[Saved entries]
..............................

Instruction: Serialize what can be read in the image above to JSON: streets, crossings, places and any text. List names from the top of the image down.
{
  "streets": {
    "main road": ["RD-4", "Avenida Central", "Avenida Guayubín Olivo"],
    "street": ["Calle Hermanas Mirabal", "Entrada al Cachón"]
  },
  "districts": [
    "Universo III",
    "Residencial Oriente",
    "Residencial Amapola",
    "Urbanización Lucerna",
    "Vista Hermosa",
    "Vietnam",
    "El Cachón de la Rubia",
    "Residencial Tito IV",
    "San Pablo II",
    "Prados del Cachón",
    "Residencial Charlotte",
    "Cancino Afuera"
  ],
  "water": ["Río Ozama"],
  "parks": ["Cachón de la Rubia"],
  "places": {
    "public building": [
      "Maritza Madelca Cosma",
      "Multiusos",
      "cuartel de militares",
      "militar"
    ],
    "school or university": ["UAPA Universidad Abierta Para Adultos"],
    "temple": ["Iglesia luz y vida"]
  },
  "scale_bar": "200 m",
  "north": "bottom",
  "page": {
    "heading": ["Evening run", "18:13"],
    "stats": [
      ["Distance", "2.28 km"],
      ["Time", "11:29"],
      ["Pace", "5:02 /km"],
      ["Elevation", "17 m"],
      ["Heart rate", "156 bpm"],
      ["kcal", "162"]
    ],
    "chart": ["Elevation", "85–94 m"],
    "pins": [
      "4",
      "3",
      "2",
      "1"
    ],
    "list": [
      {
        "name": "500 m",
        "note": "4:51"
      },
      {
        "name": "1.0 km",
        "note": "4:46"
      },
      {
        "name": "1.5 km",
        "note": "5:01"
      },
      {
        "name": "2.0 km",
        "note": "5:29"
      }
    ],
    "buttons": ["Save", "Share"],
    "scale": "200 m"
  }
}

..............................

**Exercise description:**
Nothing but an exact transcription of the records is expected.

**Answer box:**
Instruction: Serialize what can be read in the image above to JSON: streets, crossings, places and any text. List names from the top of the image down.
{
  "streets": {
    "main road": ["RD-4", "Avenida Central", "Avenida Guayubín Olivo"],
    "street": ["Calle Hermanas Mirabal", "Entrada al Cachón"]
  },
  "districts": [
    "Universo III",
    "Residencial Oriente",
    "Residencial Amapola",
    "Urbanización Lucerna",
    "Vista Hermosa",
    "Vietnam",
    "El Cachón de la Rubia",
    "Residencial Tito IV",
    "San Pablo II",
    "Prados del Cachón",
    "Residencial Charlotte",
    "Cancino Afuera"
  ],
  "water": ["Río Ozama"],
  "parks": ["Cachón de la Rubia"],
  "places": {
    "public building": [
      "Maritza Madelca Cosma",
      "Multiusos",
      "cuartel de militares",
      "militar"
    ],
    "school or university": ["UAPA Universidad Abierta Para Adultos"],
    "temple": ["Iglesia luz y vida"]
  },
  "scale_bar": "200 m",
  "north": "bottom",
  "page": {
    "heading": ["Evening run", "18:13"],
    "stats": [
      ["Distance", "2.28 km"],
      ["Time", "11:29"],
      ["Pace", "5:02 /km"],
      ["Elevation", "17 m"],
      ["Heart rate", "156 bpm"],
      ["kcal", "162"]
    ],
    "chart": ["Elevation", "85–94 m"],
    "pins": [
      "4",
      "3",
      "2",
      "1"
    ],
    "list": [
      {
        "name": "500 m",
        "note": "4:51"
      },
      {
        "name": "1.0 km",
        "note": "4:46"
      },
      {
        "name": "1.5 km",
        "note": "5:01"
      },
      {
        "name": "2.0 km",
        "note": "5:29"
      }
    ],
    "buttons": ["Save", "Share"],
    "scale": "200 m"
  }
}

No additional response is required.